Task brief: Every line containing "turn" should be identified and copied from the data below.

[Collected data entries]
-*-*-

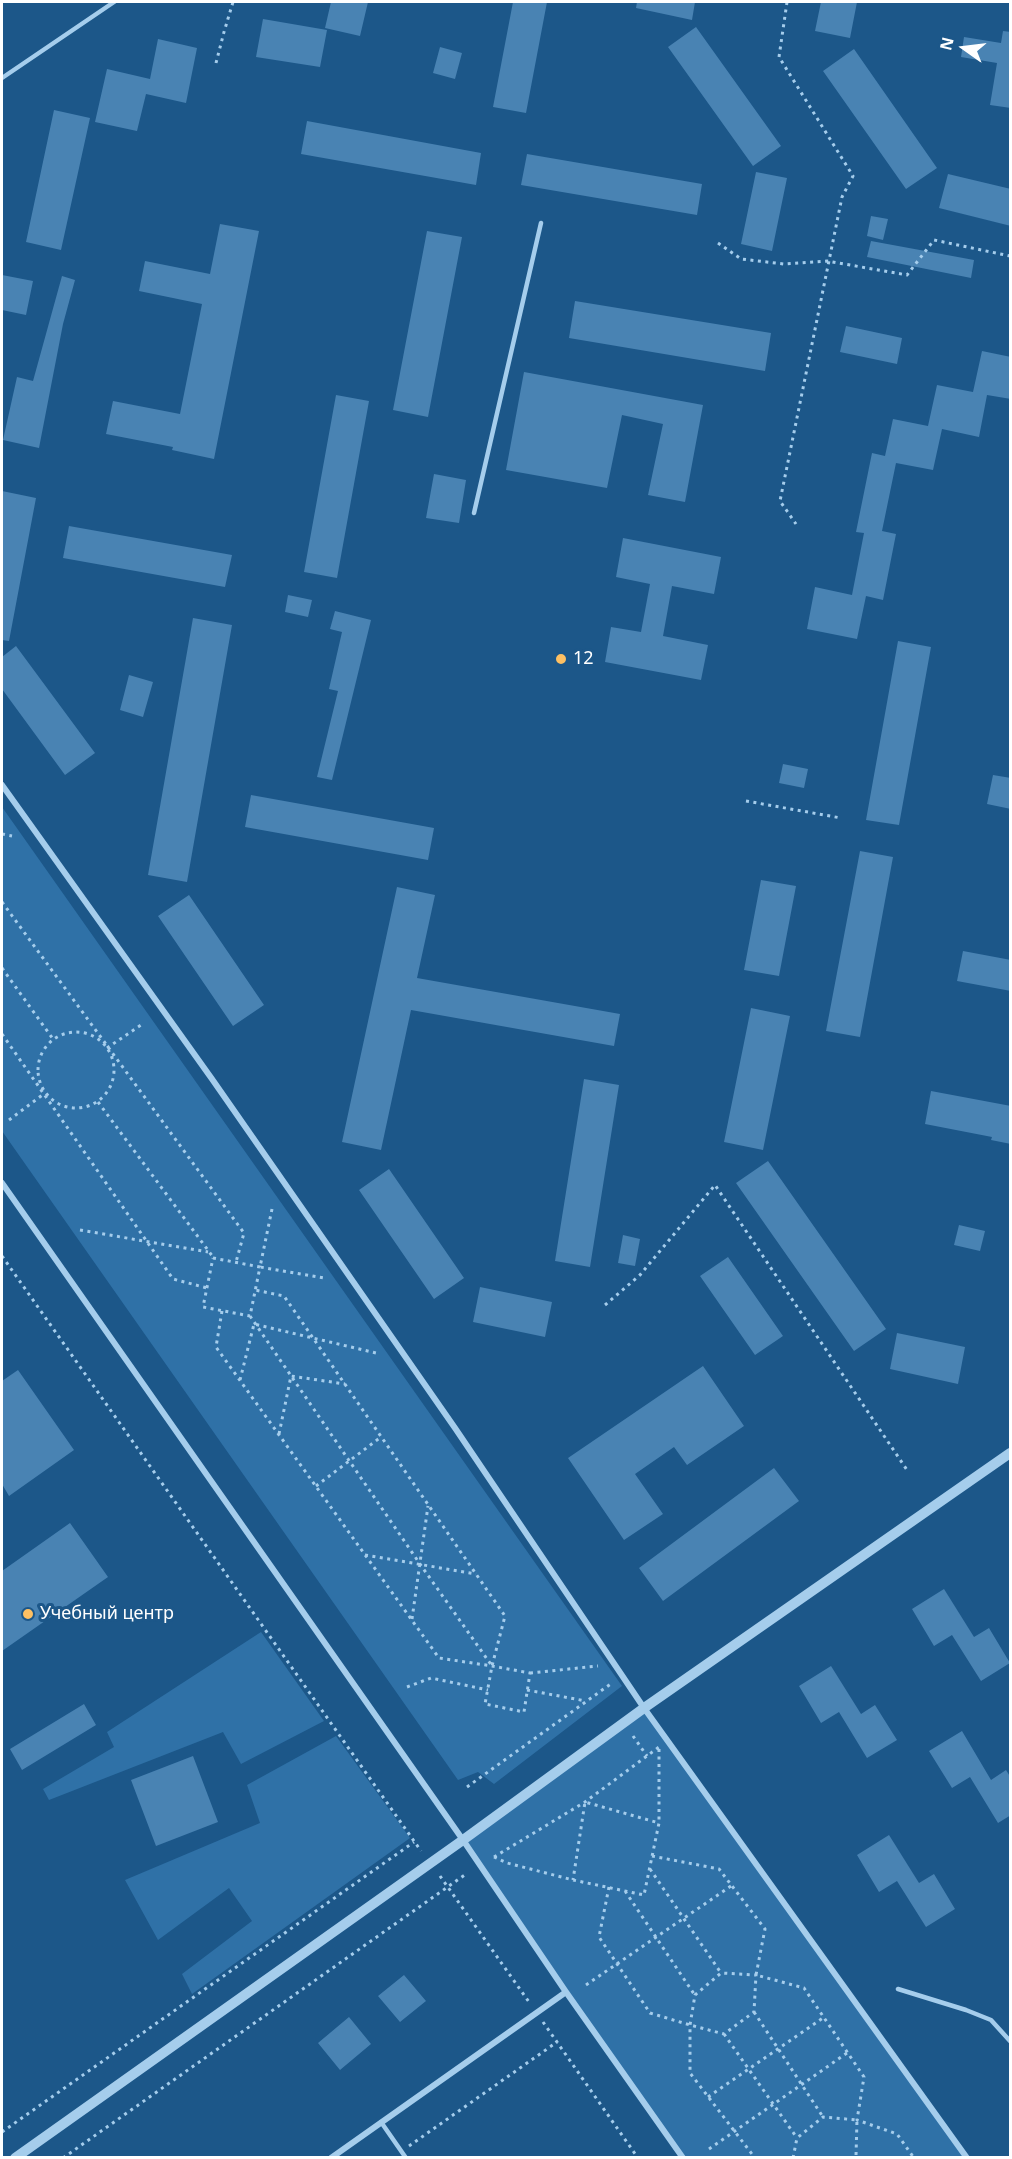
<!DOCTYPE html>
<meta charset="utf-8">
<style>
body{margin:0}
#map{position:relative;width:1012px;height:2159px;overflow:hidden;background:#1c5789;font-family:"Noto Sans",sans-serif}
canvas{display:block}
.frame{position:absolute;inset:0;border:3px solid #fff;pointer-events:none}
.north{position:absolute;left:934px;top:18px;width:60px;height:60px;-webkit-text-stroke:4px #1c5789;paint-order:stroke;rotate:284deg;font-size:16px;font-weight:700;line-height:24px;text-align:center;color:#fff}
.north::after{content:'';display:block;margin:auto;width:21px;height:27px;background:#fff;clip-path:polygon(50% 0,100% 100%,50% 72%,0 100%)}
</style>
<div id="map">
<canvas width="1012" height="2159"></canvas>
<div class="frame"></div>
<div class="north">N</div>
</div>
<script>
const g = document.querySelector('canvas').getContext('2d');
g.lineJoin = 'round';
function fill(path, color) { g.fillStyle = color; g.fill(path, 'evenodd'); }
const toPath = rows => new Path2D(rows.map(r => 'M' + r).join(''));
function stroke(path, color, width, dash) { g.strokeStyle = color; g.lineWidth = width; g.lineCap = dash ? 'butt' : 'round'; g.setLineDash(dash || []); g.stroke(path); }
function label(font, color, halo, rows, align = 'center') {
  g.font = font + ' "Noto Sans",sans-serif'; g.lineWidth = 6; g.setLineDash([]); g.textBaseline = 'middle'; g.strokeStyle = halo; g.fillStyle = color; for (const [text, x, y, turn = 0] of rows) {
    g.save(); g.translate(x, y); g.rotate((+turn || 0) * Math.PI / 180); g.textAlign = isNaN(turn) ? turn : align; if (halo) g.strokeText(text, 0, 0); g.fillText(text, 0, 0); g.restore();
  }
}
const green = toPath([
 [2,807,622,1686,494,1784,478,1772,458,1780,2,1131],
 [261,1632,324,1721,241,1764,223,1732,49,1800,43,1789,114,1747,107,1732],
 [644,1708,967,2157,683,2157,463,1840],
 [336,1736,410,1838,192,1994,182,1974,252,1921,229,1888,158,1940,125,1880,260,1823,247,1785]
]);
const building = toPath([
 [331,2,368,2,360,36,325,28],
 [513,2,547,2,526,113,493,107],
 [637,2,695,2,692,20,636,8],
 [821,2,857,2,850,38,815,31],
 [263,19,327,30,320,67,256,57],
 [696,27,781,146,753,166,668,47],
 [1003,31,1011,32,1011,108,990,105,997,63,961,57,964,37,1001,43],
 [158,39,197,48,186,103,146,94,137,131,95,122,107,69,150,79],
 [440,47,462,53,455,79,433,73],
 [854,49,937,168,906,189,823,71],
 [54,110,90,118,61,250,26,242],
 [307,121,481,153,476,185,301,154],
 [527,154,702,184,697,215,521,185],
 [756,172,787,178,772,251,741,244],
 [948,174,1011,189,1011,226,939,208],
 [871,216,888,219,883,240,867,236],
 [220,224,259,231,214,459,172,450,173,447,106,434,113,401,180,414,202,304,139,291,145,261,210,274],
 [427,231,462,237,428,417,393,410],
 [871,241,974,260,971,278,867,257],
 [2,275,33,281,26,315,2,310],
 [62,276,75,280,63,324,39,448,3,440,17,377,33,381],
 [575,301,771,333,765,371,569,338],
 [846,326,902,338,897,364,840,352],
 [982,351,1011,357,1011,399,987,395,979,437,942,429,933,470,896,463,882,531,896,534,883,600,866,596,857,639,807,629,815,587,852,595,864,533,856,532,872,453,885,456,893,419,928,426,937,385,973,392],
 [524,372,703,405,685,502,648,495,663,424,622,415,607,488,506,470],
 [336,395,369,401,337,578,304,572],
 [434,474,466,480,459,523,426,518],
 [2,491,36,498,9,641,2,640],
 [69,526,232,555,225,587,63,558],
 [623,538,721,557,714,594,672,586,663,636,708,645,701,680,605,662,611,627,641,632,650,584,616,577],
 [288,595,312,600,308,617,285,612],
 [335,611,371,620,332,780,317,777,338,691,329,689,342,632,330,629],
 [193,618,232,625,187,882,148,875],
 [898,641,931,647,899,825,866,820],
 [16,646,95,753,65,775,2,689,2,657],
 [129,675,153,682,143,717,120,710],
 [783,764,808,769,804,788,779,783],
 [993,775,1011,778,1011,809,987,804],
 [251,795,434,828,428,860,245,827],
 [860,851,893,857,860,1037,826,1031],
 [761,880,796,886,779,976,744,970],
 [397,887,435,895,417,978,620,1014,614,1046,411,1010,381,1150,342,1142],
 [189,895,264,1005,233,1026,158,916],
 [963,951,1011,960,1011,991,957,981],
 [751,1008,790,1016,763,1150,724,1142],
 [584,1079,619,1085,590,1267,555,1261],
 [931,1091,1011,1106,1011,1144,991,1140,992,1137,925,1124],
 [768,1161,886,1329,854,1351,736,1183],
 [389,1169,464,1278,434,1299,359,1190],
 [959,1225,985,1231,980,1251,954,1245],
 [623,1235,640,1239,635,1266,618,1263],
 [728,1257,783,1336,755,1355,700,1276],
 [480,1287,552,1302,545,1337,473,1322],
 [897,1333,965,1347,958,1384,890,1369],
 [703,1366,744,1426,687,1465,674,1447,635,1474,663,1514,624,1540,568,1458],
 [18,1370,74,1450,9,1496,2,1484,2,1381],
 [774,1468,799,1501,663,1601,639,1568],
 [70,1523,108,1577,2,1651,2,1571],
 [944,1589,974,1637,989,1628,1010,1663,981,1681,952,1635,934,1646,912,1609],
 [831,1666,861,1714,875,1705,897,1740,867,1758,839,1712,821,1723,799,1686],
 [84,1704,96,1725,22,1770,10,1749],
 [962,1731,991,1780,1006,1770,1011,1778,1011,1815,998,1823,970,1777,952,1788,929,1751],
 [193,1756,218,1822,156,1846,131,1780],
 [889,1835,919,1883,934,1874,955,1909,926,1927,897,1881,879,1892,857,1855],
 [404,1975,426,2001,400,2022,378,1996],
 [349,2017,371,2044,340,2070,318,2043]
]);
const path = toPath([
 [787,2,779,57,853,176,842,197,780,501,796,524],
 [216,63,224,32,233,2],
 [718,243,741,259,784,264,827,261,907,275,934,240,1010,256],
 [746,801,841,818],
 [2,834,12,836],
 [2,902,244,1233,236,1262],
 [2,968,53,1039],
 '38 1070a38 38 0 1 1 76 0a38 38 0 1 1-76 0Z',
 [2,1034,173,1279,207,1288],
 [107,1048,144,1023],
 [98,1102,213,1257],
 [9,1120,45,1093],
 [272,1209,260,1267,324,1278],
 [80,1230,208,1252],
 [2,1256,421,1851],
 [213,1258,260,1267,250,1316,203,1307,213,1258],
 [605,1305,640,1275,715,1185,907,1470],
 [222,1311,216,1347,439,1658,492,1666,530,1673,524,1712,485,1704,492,1666,505,1616,284,1296,255,1290],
 [250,1316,420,1564,492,1666],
 [240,1380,254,1324,376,1353],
 [279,1434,291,1376,345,1384],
 [316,1486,381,1437],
 [365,1555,476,1574],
 [412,1619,428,1506],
 [530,1673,598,1666],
 [407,1687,431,1678,488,1690],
 [527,1690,586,1701],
 [633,1736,647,1756],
 [659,1749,659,1823],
 [467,1787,612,1683],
 [652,1856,719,1869,765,1929,756,1975,804,1988,864,2077,857,2120,897,2134,914,2158],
 [494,1857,507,1863,573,1880,644,1895,659,1823,585,1802,573,1880],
 [494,1857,585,1802,659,1747],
 [650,1869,721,1973],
 [440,1876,529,2002],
 [609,1887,599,1937,650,2013,690,2025,724,2034,754,2012,756,1975,721,1973,695,1995,690,2025,690,2073,755,2158],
 [625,1891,694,1994],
 [586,1985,731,1886],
 [754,2012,823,2117],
 [543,2022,638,2158],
 [724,2034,797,2138],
 [708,2097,823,2018],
 [2,2132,414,1842],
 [409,2146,557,2042],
 [709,2149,847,2053],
 [63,2158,466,1874],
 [793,2158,797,2138,823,2117,857,2120,856,2156,854,2158]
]);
const service = toPath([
 [2,78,114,2],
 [474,513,541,223],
 [898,1989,966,2010,991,2020,1010,2041],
 [381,2122,406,2158]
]);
const minor = toPath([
 [2,785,212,1079,455,1428,644,1708,967,2158],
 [2,1183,463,1840,566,1992,683,2158],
 [331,2158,566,1992]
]);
const tertiary = toPath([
 [15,2158,463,1840,644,1708,1010,1453]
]);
const markers = [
 [561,659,6,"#fdc063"],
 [28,1614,6,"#fdc063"]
];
const poiNames = [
 ["12",573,659],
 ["Учебный центр",40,1614]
];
fill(green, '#2f71a7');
fill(building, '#4983b3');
stroke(path, '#a5cdec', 3, [3, 4.5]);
stroke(service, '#a5cdec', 4.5);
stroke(minor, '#a5cdec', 6);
stroke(tertiary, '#a5cdec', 10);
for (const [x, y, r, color] of markers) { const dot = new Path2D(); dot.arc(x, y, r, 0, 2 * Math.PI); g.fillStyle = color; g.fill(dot); stroke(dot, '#1c5789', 2); }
label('18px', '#fff', '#1c5789', poiNames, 'left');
</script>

-*-*-

Solution for this task:
  g.font = font + ' "Noto Sans",sans-serif'; g.lineWidth = 6; g.setLineDash([]); g.textBaseline = 'middle'; g.strokeStyle = halo; g.fillStyle = color; for (const [text, x, y, turn = 0] of rows) {
    g.save(); g.translate(x, y); g.rotate((+turn || 0) * Math.PI / 180); g.textAlign = isNaN(turn) ? turn : align; if (halo) g.strokeText(text, 0, 0); g.fillText(text, 0, 0); g.restore();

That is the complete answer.